Sean Harrigan, the president of the Calpers, is expected to be fired today. The move comes amid a growing controversy over Calpers’ boardroom-governance crusades in regard to companies in which it invests and its interference in operational affairs not directly related to protecting its investments.
I’m betting that the primary source of the problem with Mr. Harrigan is his advocacy of a new conflicts-of-interest policy for corporate boards’ outside auditors that prompted Calpers to cast proxy votes against even popular company directors, such as Warren Buffett. Mr. Harrigan also pushed for such out-of-place causes as aggressive investigations into the prisoner-abuse scandal in Iraq and rationalized that move because of Calpers’ small stake in a company that was involved in providing support services in Iraq. Finally, Calpers led the effort to oust Richard Grasso as head of the New York Stock Exchange and campaigned for Walt Disney Co. Chief Executive Officer Michael Eisner‘s resignation as chairman earlier this year.

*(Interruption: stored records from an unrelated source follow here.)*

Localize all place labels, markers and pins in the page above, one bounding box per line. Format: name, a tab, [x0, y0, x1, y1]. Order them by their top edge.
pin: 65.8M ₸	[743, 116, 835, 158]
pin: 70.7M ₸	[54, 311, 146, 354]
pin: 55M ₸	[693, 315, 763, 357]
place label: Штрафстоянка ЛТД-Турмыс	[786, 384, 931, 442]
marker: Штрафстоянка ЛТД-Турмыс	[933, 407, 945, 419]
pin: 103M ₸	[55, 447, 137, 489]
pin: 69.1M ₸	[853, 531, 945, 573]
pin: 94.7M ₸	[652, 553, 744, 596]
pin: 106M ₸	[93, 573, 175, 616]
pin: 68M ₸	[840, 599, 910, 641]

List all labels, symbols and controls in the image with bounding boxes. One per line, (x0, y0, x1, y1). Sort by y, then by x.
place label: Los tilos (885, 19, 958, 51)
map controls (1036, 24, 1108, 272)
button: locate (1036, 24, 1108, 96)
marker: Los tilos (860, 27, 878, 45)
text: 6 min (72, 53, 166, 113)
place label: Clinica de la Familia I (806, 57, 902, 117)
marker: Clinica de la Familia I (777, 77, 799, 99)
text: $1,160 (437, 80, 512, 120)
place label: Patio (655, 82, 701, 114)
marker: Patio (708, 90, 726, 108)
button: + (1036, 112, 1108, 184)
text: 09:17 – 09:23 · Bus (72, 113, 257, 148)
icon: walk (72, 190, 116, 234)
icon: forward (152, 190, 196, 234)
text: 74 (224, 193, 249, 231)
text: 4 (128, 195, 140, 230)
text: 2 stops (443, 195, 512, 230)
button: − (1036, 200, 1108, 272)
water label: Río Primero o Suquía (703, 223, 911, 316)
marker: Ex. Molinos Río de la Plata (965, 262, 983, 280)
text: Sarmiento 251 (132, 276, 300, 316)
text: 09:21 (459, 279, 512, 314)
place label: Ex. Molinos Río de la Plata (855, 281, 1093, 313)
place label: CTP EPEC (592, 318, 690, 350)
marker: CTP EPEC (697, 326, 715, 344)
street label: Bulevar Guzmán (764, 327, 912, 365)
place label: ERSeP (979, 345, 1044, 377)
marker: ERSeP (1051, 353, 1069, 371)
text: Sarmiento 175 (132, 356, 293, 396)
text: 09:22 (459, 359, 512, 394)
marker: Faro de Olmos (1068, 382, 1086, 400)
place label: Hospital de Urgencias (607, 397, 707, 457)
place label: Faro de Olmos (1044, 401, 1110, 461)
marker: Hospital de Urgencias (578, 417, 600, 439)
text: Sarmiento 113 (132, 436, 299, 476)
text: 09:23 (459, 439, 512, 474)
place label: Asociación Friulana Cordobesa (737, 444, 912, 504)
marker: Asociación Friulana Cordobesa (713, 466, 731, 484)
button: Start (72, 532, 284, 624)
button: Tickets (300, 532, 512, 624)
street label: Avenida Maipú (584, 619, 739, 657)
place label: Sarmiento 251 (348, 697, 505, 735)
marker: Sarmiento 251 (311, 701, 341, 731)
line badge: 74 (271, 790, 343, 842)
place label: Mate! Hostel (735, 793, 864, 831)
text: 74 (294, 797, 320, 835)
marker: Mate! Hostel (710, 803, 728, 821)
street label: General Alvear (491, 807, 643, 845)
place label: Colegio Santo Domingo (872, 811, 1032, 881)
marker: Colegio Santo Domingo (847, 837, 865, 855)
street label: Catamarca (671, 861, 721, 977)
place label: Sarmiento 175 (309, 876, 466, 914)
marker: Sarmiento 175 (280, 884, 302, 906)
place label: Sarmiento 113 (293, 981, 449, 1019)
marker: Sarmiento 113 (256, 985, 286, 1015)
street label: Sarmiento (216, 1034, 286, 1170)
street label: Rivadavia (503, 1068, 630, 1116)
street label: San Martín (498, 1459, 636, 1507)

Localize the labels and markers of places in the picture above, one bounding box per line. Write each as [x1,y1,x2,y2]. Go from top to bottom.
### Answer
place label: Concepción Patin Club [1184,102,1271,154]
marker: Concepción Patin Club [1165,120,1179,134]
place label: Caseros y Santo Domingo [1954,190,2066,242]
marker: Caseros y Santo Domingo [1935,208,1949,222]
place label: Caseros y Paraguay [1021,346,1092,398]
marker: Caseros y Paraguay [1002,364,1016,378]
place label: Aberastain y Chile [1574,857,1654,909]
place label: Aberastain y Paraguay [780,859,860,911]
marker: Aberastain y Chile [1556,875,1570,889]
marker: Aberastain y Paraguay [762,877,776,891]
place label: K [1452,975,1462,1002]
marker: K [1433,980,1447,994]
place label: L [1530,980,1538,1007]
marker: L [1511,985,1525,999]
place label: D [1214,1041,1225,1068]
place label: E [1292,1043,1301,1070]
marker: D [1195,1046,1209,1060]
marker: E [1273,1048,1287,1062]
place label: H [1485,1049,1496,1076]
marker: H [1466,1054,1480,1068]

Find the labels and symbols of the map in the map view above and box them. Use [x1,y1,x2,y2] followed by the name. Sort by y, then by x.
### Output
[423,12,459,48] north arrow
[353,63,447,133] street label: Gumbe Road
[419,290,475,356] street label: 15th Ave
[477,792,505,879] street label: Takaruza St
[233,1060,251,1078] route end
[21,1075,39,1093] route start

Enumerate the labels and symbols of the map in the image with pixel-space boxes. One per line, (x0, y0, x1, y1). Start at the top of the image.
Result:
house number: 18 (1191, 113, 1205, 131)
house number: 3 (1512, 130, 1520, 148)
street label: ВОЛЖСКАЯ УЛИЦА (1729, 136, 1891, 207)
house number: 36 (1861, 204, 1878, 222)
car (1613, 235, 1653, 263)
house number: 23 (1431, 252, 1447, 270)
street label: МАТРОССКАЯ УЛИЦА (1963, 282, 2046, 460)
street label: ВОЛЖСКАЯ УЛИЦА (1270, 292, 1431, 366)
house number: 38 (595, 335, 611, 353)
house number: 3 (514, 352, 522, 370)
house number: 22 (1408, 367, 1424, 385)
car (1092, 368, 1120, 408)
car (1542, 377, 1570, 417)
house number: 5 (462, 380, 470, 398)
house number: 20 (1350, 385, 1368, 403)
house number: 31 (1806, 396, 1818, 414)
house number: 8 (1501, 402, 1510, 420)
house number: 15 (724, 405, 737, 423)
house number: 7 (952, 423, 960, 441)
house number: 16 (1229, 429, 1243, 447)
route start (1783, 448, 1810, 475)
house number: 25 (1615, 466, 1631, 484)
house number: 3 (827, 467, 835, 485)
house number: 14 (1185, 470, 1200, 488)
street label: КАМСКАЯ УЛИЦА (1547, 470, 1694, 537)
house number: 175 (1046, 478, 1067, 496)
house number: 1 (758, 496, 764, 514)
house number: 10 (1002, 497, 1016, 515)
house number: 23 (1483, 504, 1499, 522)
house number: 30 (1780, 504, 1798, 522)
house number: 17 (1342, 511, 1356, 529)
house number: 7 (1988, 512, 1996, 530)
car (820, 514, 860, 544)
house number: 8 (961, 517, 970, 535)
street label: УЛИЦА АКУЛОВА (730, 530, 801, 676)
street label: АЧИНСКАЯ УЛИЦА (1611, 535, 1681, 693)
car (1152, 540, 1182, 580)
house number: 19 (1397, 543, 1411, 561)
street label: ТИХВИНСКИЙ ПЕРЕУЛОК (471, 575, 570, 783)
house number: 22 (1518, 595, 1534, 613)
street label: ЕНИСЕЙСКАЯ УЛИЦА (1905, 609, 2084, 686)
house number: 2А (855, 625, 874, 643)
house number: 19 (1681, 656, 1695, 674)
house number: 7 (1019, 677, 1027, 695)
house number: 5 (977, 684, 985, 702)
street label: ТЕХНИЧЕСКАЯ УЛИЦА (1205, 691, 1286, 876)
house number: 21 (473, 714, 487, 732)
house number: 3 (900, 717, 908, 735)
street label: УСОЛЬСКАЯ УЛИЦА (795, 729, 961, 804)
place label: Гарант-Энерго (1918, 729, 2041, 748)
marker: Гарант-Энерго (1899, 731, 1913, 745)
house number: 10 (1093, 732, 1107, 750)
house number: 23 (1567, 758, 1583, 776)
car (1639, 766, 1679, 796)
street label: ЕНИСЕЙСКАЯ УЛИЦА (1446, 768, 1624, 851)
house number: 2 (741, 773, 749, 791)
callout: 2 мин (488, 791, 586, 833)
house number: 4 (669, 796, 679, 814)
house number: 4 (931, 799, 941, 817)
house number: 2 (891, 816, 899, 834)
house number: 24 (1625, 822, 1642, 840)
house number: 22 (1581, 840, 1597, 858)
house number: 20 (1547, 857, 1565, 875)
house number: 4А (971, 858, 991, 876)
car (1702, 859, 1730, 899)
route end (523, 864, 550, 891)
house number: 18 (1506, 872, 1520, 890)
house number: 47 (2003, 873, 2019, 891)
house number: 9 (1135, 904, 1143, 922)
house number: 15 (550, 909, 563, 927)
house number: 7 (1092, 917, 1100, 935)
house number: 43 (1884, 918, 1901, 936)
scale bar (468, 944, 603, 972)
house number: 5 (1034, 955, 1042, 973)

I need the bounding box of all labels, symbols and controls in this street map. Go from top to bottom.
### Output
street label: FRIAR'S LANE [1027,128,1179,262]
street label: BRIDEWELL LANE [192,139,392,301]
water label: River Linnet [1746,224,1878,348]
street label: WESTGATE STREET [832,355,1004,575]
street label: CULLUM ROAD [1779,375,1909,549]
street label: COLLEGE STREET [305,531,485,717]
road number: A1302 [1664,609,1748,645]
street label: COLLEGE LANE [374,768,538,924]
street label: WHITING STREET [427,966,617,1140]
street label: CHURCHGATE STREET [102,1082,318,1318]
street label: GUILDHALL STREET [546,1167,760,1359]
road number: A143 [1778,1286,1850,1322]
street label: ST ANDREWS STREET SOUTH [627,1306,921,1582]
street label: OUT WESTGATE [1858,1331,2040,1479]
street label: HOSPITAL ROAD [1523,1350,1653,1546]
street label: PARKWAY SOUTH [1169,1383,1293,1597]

Despite the rather odd approach to corporate governance issues, Calpers posted solid investment returns for the year ended June 30. It reported a 16.7% one-year return on its global investments and a 20.8% return on its U.S. stock holding, which is better than its benchmark index (the Wilshire 2500).
Nevertheless, Mr. Harrigan’s legacy will be of attempting to micromanage the affairs of several companies in which Calpers invested. Such a policy gets a lot of press in the short run, but does not make many friends in the business world in the long run.